Ensamble Híbrido

Comúnmente tenemos dos tipos de secuencias para un genoma, p. ej. secuencias cortas de alta calidad con Illumina y largas de no tan buena calidad obtenidas con Oxford Nanopore. Podemos con estas secuencias tener un ensamble híbrido que tendrá lo mejor de los dos mundos, alta calidad y contigs muy largos y así cerrar el genoma o casi.

Es conveniente limpiar primero las secuencias Oxford Nanopore largas para eliminar residuos de adaptadores:

$ porechop -i input_reads.fastq.gz -o output_reads.fastq.gz --threads 8

Ensamble híbrido

Ya por ahora las secuencias de Nanopore son de baja calidad (<Q20) es mejor ensamblar los genomas microbianos usando secuencias de alta calidad Illumina, en lo que se conoce como ensamble híbrido. Para esto usaremos Unicycler y SPAdes.
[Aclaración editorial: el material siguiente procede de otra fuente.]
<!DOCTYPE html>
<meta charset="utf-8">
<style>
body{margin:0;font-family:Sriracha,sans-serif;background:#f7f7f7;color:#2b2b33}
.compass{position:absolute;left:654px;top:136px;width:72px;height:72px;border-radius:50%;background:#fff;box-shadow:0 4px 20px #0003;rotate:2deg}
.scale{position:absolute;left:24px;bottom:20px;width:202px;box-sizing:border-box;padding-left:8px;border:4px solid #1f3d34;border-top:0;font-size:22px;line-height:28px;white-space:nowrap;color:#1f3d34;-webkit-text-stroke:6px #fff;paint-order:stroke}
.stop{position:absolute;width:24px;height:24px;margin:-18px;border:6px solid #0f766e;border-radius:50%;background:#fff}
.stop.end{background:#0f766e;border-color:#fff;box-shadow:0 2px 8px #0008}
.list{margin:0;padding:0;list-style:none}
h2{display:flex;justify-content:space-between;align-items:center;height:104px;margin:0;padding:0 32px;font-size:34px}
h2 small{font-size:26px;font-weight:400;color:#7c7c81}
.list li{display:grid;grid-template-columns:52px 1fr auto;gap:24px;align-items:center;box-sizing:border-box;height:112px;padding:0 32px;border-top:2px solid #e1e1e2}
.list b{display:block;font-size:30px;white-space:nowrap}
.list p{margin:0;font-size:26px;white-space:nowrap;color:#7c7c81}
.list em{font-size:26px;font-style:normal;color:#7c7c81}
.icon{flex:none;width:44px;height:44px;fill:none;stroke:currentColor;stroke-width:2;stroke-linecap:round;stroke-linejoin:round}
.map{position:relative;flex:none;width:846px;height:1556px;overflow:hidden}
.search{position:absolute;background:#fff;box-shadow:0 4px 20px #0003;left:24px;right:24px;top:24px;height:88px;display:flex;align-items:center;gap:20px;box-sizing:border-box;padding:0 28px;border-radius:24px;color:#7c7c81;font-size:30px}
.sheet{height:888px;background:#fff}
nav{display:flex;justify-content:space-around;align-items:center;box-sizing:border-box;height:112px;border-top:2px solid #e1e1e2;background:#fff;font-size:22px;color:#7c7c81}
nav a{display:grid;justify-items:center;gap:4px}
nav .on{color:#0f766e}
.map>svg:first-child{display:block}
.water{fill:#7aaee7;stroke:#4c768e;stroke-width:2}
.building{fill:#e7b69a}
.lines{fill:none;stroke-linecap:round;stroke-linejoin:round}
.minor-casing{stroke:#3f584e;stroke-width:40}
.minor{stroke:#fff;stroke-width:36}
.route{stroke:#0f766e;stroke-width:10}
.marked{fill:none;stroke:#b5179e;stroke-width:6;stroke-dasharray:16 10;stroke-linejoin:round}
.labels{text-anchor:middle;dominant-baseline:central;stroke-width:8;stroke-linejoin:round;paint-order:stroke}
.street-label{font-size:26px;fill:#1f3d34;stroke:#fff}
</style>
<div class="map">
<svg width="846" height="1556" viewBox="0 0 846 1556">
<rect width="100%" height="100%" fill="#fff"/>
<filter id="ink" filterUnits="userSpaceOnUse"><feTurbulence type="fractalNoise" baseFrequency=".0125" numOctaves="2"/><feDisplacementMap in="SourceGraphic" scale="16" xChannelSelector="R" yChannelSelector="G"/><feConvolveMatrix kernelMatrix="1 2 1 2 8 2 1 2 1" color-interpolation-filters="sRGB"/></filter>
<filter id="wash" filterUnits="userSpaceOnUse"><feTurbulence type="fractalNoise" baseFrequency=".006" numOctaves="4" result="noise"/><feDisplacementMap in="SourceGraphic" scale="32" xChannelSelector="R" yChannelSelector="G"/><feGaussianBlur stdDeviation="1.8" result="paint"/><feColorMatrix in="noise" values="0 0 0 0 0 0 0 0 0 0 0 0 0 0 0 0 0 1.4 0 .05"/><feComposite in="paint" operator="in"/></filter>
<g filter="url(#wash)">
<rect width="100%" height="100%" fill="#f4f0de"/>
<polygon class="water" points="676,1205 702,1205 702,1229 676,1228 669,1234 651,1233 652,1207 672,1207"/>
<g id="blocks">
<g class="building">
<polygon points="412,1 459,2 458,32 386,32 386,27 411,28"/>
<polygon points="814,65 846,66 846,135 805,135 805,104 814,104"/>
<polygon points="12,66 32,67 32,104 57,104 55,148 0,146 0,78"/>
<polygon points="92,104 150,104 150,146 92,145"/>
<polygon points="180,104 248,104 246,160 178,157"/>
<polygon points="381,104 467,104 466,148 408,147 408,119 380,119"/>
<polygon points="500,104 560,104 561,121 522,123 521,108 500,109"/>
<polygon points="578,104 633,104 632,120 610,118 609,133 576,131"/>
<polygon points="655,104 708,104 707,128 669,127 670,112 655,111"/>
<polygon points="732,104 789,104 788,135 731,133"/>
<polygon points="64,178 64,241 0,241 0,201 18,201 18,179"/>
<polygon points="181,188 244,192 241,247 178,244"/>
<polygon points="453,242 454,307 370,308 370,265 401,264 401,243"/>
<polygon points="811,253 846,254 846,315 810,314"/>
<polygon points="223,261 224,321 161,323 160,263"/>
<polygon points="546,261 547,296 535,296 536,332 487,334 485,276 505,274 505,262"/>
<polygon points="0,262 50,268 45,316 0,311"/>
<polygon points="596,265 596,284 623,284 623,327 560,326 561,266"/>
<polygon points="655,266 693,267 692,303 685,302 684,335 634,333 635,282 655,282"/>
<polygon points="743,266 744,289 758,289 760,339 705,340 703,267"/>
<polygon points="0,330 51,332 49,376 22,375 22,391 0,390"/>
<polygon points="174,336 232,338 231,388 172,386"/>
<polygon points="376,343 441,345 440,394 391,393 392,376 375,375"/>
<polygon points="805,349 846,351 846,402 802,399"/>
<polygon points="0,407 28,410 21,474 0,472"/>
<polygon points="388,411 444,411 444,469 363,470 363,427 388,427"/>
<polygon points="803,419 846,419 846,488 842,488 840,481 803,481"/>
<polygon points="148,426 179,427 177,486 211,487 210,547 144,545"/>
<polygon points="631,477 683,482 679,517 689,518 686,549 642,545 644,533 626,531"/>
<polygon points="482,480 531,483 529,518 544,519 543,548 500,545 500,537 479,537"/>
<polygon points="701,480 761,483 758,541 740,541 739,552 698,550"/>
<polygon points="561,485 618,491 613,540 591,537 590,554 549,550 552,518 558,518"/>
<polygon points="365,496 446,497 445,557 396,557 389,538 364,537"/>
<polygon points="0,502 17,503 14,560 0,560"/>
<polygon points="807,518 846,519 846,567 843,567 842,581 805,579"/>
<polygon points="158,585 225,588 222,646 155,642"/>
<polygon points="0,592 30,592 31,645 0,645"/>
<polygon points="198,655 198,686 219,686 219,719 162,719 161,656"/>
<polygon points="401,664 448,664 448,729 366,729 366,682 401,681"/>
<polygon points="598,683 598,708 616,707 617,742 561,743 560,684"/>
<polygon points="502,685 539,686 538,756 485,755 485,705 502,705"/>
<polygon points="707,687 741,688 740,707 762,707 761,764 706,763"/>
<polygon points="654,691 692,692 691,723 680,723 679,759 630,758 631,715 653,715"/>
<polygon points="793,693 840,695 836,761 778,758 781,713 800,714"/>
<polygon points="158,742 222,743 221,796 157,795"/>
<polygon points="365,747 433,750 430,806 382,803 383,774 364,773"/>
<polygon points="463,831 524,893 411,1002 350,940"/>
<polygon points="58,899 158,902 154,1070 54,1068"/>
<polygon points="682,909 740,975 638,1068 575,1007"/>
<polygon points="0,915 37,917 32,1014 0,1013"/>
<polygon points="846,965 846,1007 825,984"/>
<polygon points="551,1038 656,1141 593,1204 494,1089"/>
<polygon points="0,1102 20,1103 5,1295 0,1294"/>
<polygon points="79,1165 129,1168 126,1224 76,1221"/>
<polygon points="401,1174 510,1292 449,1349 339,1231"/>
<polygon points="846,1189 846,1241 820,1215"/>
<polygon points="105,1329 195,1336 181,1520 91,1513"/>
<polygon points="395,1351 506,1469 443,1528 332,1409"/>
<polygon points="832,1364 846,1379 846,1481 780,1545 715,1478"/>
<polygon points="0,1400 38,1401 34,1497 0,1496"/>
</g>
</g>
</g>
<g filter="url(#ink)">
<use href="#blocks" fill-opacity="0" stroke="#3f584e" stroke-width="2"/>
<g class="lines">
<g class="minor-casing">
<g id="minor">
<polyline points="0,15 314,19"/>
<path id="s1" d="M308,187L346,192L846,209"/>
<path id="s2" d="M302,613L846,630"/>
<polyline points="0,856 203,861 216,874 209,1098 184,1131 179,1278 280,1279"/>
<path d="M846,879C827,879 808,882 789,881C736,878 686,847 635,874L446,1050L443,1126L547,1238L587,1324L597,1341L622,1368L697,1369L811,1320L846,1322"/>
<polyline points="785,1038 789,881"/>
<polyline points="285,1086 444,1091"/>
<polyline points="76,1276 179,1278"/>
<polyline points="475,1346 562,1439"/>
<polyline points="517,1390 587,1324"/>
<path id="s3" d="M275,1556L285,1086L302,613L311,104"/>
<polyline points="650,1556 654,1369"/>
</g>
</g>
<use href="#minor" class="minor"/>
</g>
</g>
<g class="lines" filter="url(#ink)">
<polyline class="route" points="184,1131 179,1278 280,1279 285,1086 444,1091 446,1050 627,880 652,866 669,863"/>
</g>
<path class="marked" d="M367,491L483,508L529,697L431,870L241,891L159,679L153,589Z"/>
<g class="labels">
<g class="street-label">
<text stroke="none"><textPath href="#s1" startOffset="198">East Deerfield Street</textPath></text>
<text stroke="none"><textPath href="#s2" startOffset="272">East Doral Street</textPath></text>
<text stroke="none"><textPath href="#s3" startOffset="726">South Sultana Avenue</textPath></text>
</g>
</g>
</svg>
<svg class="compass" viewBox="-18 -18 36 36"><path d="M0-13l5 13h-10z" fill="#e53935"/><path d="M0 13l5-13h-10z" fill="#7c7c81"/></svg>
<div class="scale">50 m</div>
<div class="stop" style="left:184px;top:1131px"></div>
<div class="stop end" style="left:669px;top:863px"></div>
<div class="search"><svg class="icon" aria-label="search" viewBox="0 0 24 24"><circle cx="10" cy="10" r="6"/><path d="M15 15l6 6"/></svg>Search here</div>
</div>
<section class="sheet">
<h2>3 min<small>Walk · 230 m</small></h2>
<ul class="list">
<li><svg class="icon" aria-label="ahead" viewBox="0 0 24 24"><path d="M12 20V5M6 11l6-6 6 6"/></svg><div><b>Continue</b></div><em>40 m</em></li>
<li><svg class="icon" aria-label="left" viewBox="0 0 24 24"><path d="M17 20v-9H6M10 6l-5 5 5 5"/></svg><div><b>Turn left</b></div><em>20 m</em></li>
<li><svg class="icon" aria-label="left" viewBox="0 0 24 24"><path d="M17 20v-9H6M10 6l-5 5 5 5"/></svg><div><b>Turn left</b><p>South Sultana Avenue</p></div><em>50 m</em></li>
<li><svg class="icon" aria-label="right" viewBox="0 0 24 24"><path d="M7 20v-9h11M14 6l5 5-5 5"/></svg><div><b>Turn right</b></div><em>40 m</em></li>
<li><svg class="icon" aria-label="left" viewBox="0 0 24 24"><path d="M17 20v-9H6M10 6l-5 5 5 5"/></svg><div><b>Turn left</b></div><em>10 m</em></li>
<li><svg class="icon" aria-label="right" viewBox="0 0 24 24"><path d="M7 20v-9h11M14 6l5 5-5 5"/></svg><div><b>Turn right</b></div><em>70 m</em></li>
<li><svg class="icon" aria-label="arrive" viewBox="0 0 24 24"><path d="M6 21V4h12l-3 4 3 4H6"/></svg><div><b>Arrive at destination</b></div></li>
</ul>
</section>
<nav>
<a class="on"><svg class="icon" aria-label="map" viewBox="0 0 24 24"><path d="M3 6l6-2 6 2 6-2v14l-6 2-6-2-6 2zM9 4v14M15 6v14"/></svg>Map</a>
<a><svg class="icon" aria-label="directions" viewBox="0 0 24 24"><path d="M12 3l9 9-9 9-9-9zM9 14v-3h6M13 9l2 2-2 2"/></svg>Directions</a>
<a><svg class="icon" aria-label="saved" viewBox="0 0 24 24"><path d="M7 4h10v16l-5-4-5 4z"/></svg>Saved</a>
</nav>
$ /opt/Unicycler-0.5.1/unicycler-runner.py --spades_path /opt/SPAdes-4.0.0-Linux/bin/spades.py --mode bold -t 12 -1 file.R1.fastq.gz -2 file.R2.fastq.gz -l outfile.fastq.gz -o hybrid

Para correr este comando es necesario especificar en donde se encuentran instalados los programas Unicycler (/opt/Unicycler-0.5.1/unicycler-runner.py) y SPAdes (/opt/SPAdes-4.0.0-Linux/bin/spades.py).  Estamos pidiéndole que haga el enmble en modo "bold" (--mode bold) con 12 núcleos (-t 12) para las secuencias limpias de Illumina (-1 file.R1.fastq.gz -2 file.R2.fastq.gz) y las secuencias de Nanopore limpiadas anteriormente (-l outfile.fastq.gz) y que salve el ensamble en una carpeta llamada "hybrid" (-o hybrid).

Dentro de la carpeta hybrid tendremos el archivo de contigs assembly.fasta con el ensamble; idealmente, tendríamos una secuencias por cada elemento cromosomal o extracromosomal.

El ensamble (assembly.fasta) podemos anotarlo con BAKTA.